THE BEST LAID PLANS Sidney Sheldon Harper Collins, $195 Now, at last, I understand why airport bookshops are filled with Sidney Sheldon novels.

After tackling The Best Laid Plans in three hours flat, unquestionably it's fluffy reading fodder, ideal for a not-too-long flight while still leaving time for a quick 40 winks.

I must confess I had forgotten reading Master of the Game, another Sheldon novel, when as a spotty, hormone-charged adolescent I pinched it from my elder sister in the belief it was hot stuff.

How wrong I was.

Sheldon tends only to offend in terms of his bland approach - of good versus evil, beauty over ugliness, right over wrong. The storyline of The Best Laid Plans is hardly original, and the prose chokes with cliches. All good, easily readable stuff.

Leslie is blonde, bold, beautiful and abandoned by her father. She is also maddeningly smug, because, you see, she knows she is far more intelligent than the rest of the human race. She has an IQ of 170, for heaven's sake.

Eventually, she finds true happiness in the creepy Oliver - a madly successful lawyer. In the novel's opening sentence, she writes breathlessly: 'Dear Diary: This morning I met the man I am going to marry.' Of course, weeks later he offers to do just that. Her reply - 'That'll do nicely' - sums up the situation as if it were, well, a transaction with an American Express card. All the while we wonder: can Leslie really be so smart? After all, she's known the man five minutes and heard of his 'ladies' man' reputation.

Shock, horror. Weeks before the fairytale wedding, she's unceremoniously ditched in favour of Oliver's previous love, whose family connections offer far more enticing prospects.

While Leslie smiles mechanically in public, underneath the resentment froths at this smack in the face. Cue Leslie's truly remarkable plan to wreak revenge. Add a power-crazed father-in-law, Oliver's ambitions for the presidency and a drug sub-plot, and the story slots into place nicely.

At times there is the odd puzzling interlude, such as being thrown into the war zone of Sarajevo with a fine young filly called Dana, whose ambition is to be a foreign correspondent and bring good to the world. Bear with it: it does have a sort of point. I wondered whether it had been added to introduce a semblance of reality.

No matter. Sheldon knows how to sustain the momentum with short, tightly-written passages cutting to the novel's other strands efficiently and regularly.
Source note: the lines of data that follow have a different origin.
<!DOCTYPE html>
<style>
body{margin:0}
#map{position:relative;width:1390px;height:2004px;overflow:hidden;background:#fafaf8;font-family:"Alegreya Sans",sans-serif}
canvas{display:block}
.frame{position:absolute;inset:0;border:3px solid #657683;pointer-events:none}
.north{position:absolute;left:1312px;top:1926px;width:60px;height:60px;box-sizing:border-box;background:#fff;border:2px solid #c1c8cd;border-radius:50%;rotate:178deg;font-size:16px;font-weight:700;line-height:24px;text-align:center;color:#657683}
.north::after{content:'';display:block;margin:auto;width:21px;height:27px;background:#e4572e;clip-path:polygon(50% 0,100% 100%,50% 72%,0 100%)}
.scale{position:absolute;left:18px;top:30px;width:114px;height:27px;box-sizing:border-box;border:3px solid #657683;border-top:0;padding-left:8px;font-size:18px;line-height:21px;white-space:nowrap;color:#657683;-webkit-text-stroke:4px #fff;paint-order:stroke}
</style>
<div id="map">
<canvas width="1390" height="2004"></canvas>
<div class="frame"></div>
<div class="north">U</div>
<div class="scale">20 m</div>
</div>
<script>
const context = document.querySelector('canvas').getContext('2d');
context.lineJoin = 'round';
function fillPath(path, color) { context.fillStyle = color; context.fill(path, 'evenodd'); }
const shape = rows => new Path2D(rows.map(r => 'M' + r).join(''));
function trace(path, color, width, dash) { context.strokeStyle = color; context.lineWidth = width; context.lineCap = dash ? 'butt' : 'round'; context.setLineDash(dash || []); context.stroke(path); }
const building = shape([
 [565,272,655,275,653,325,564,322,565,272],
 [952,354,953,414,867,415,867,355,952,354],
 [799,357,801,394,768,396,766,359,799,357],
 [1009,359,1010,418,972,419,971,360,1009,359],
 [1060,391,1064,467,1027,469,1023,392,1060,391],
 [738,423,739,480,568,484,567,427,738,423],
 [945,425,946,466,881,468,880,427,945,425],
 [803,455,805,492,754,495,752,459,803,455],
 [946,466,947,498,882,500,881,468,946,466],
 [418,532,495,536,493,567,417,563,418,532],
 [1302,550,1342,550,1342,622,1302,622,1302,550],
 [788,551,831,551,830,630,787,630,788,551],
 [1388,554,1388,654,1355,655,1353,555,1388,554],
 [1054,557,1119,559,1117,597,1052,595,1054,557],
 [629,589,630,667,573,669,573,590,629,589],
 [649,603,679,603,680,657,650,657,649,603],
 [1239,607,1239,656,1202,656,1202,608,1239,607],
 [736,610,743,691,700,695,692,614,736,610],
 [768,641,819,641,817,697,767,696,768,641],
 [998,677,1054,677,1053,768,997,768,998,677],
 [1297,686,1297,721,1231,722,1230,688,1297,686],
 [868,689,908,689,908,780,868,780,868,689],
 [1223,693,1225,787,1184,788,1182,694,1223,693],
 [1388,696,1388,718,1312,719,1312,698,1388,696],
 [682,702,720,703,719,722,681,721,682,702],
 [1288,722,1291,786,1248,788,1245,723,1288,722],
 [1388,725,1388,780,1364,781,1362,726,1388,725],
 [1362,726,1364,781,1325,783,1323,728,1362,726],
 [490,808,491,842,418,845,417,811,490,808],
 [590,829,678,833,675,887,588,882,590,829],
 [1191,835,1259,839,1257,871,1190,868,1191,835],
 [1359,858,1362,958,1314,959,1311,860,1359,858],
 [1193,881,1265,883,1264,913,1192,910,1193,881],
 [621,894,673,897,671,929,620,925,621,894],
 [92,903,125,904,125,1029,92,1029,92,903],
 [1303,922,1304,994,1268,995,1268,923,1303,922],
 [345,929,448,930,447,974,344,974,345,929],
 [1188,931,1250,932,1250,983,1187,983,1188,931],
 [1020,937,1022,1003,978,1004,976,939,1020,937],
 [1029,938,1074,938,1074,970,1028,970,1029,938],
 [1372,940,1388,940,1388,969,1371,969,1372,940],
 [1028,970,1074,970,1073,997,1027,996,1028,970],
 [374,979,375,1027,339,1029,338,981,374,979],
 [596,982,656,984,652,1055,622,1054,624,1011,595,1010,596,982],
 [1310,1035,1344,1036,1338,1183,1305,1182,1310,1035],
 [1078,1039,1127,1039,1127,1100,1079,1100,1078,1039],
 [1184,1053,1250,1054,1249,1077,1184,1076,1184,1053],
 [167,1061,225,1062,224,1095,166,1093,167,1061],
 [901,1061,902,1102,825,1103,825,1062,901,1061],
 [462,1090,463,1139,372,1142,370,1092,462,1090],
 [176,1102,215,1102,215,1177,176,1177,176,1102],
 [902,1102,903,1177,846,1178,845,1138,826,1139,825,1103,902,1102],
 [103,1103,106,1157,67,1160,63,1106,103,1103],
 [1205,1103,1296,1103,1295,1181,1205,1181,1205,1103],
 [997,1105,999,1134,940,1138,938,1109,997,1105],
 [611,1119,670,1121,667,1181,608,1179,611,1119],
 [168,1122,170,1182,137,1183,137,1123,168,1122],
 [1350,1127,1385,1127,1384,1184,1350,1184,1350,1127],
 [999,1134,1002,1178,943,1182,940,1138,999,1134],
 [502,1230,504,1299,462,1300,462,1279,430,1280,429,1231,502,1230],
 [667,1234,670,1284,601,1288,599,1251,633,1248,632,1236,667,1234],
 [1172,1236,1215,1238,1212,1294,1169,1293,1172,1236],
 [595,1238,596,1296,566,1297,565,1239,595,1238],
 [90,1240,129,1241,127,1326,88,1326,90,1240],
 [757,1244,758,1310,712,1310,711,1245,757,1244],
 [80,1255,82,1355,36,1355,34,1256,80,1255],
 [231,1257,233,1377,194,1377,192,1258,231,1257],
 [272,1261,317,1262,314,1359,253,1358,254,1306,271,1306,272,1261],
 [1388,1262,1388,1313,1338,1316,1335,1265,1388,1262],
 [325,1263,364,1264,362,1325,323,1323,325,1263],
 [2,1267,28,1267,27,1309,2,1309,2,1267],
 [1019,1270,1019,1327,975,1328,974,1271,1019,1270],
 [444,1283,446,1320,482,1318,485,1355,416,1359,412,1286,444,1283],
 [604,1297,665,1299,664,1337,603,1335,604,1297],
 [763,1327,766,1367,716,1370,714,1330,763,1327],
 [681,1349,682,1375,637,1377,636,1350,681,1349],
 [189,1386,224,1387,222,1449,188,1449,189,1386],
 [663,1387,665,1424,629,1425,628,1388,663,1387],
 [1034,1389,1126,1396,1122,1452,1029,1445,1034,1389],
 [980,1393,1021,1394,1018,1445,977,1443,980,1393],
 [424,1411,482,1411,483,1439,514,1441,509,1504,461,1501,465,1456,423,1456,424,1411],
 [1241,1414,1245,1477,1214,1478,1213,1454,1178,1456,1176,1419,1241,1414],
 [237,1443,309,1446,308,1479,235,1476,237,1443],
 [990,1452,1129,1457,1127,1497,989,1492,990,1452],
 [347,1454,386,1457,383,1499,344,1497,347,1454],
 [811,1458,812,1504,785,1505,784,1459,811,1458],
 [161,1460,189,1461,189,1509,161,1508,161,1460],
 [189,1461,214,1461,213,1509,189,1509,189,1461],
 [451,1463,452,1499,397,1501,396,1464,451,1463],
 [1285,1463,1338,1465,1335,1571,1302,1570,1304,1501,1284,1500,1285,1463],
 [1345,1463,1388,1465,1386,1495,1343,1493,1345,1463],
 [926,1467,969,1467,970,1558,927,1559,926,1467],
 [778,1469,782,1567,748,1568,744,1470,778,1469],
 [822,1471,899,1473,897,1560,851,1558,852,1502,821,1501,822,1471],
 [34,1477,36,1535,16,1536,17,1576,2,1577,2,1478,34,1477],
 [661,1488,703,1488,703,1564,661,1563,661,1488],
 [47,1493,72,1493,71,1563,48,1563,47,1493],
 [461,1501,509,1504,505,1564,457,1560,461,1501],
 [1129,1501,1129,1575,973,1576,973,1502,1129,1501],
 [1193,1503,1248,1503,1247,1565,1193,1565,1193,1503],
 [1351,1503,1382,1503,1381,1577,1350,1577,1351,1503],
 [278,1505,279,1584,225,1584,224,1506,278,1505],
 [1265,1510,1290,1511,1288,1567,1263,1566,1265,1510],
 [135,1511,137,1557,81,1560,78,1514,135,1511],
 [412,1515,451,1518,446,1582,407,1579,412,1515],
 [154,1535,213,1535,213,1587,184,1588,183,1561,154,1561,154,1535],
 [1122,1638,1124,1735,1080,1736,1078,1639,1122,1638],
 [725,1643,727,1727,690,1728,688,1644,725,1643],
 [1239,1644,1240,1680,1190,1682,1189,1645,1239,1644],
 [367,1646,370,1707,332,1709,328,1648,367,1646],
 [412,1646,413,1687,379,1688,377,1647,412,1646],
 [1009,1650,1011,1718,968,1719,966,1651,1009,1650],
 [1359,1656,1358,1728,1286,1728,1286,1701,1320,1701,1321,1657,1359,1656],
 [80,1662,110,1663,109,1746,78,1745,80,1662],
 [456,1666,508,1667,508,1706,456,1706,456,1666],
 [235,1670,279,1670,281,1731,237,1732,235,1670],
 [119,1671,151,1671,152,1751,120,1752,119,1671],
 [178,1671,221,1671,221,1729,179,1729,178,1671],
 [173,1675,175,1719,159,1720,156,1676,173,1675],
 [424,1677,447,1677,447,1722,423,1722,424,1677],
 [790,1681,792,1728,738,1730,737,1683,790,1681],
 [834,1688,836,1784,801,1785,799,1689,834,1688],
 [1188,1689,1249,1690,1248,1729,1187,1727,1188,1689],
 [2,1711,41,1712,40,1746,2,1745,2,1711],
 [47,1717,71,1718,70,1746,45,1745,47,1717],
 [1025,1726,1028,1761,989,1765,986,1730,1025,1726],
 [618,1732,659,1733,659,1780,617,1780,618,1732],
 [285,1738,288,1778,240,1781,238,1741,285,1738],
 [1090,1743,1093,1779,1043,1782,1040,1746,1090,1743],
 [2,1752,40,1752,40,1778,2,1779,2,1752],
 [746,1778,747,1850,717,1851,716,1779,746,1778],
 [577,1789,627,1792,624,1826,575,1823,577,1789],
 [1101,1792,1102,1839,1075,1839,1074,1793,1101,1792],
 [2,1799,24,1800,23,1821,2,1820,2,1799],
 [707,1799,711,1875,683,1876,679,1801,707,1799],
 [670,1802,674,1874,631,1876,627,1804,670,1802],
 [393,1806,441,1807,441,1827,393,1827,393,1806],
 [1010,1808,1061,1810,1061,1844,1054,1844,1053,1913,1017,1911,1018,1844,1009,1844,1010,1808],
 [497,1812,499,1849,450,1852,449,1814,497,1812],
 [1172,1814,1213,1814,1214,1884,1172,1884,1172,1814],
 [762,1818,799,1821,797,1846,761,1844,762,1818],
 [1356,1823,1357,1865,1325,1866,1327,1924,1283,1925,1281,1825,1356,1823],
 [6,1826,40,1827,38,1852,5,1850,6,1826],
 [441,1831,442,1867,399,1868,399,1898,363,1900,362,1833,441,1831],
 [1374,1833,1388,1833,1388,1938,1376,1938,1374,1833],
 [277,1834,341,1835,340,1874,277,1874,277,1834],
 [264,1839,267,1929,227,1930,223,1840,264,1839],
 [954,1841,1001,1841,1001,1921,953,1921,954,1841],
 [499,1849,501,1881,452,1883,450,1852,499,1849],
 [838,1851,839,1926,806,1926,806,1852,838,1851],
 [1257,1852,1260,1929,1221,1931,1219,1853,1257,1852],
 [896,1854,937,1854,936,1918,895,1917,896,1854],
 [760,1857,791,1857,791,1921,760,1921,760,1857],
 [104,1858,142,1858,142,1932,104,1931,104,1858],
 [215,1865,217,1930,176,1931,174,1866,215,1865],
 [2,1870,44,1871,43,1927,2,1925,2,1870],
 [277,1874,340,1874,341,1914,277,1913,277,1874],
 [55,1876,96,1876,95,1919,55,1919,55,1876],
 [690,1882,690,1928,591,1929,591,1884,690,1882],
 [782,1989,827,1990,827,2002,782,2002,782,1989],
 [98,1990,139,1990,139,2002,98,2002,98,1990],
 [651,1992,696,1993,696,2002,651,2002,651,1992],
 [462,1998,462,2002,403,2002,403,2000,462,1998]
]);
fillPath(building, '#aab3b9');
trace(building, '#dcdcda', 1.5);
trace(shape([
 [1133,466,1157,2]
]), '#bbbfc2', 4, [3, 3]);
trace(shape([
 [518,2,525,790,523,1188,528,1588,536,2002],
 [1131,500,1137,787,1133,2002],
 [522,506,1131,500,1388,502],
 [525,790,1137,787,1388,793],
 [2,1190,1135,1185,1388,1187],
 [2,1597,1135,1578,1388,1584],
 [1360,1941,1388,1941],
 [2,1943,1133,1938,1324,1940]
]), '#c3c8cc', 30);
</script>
This is a novel that will not tax the reader's intelligence. It feels, at times, like American television transposed to the page: fast moving, interspersed with points of interest.

Yes, it is formulaic. And of course it will not be nominated for any prizes. But some things are more important than that - such as the ability to keep the reader turning the page. And at that, Sheldon is master of the game.